HOWTO: Easy Web Scraping with Python

Overwhelming Offer in the Webshop

Two weeks ago, a frequently used online mail-order company, whose reminds of a river in South America, called my attention to a campaign by a friendly information email. Namely, three music CDs from a large selection were offered to me for 15€.

As in the past, I still enjoy buying music on physical sound carriers and decided to have a closer look at the offer. It turned out that approx. 9,000 CDs were offered on about 400 pages in the online shop. This shop provides the possibility to sort the offers by popularity or customer ratings. However, if I view the popularity in descending order, I find many titles which do not quite correspond to my age group. On the other hand, if I sort the offers by customer ratings, it turns out that the shop processes the ratings in an unweighted manner. That means that a CD with only one 5 star rating is listed above another CD with 4.9 stars over 1,000 ratings.

Web Scraping

At first, I did not feel like checking all 400 pages manually in order to find something interesting to me. So I used a trick which I have frequently used in the past, namely to automatically harvest the content of the website. This procedure is anything but new, however, within the data science community it now has a new name - Web Scraping.
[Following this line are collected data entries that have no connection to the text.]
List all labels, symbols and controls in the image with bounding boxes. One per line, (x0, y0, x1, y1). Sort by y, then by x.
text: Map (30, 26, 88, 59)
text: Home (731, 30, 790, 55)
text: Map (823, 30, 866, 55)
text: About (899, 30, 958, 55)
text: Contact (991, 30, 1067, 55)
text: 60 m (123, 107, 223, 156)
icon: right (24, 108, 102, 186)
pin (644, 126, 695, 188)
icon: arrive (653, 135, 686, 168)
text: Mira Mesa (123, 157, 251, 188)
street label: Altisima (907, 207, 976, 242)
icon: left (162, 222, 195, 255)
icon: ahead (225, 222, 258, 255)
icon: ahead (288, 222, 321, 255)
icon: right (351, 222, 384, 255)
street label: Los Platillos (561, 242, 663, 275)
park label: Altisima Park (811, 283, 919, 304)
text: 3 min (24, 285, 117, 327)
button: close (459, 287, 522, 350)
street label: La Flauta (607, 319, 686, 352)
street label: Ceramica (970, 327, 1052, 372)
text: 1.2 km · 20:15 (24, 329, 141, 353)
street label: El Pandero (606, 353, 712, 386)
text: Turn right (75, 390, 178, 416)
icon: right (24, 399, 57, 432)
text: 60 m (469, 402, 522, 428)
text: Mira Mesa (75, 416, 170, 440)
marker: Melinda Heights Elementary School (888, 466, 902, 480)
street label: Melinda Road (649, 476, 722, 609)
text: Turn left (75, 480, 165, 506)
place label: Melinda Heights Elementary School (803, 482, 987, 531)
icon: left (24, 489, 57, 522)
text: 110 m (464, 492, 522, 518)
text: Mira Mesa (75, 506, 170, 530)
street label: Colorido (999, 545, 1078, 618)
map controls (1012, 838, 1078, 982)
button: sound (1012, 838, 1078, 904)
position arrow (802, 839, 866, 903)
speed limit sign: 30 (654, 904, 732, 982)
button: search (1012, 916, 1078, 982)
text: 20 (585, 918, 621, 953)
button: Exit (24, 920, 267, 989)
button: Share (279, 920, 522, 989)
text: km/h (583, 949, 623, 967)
It is quite likely that a data scientist has to extract data from the World Wide Web him-/herself. Therefore, I want to show how small the initial hurdle is with Python, using the example of my simple problem.

Let's Get to Work

URL

Fortunately, the online provider uses a request method which shows the request parameters in the URL in plain language. Here is an example which I have anonymized a little:

 http://www.onlineshop.de/s/ref=lp_12345_pg_1&rh=123456&page=1&ie=UTF8&qid=12345

One can see that the page is referenced at two points, at _pg_1 and &page=1&. So, if I adapt those two points, I can directly iterate through all subpages.

Retrieving the Website

In order to actually read the website, we use a module which is firmly integrated in Python, namely urllib. Loading the page then looks like this (again, I have altered the URL):

from urllib import request 
url_requested = request.urlopen('http://www.onlineshop.de/s/ref=lp_12345_pg_1&rh=[...]&page=1&ie=UTF8&qid=12345')
 if 200 == url_requested.code:
    html_content = str(url_requested.read())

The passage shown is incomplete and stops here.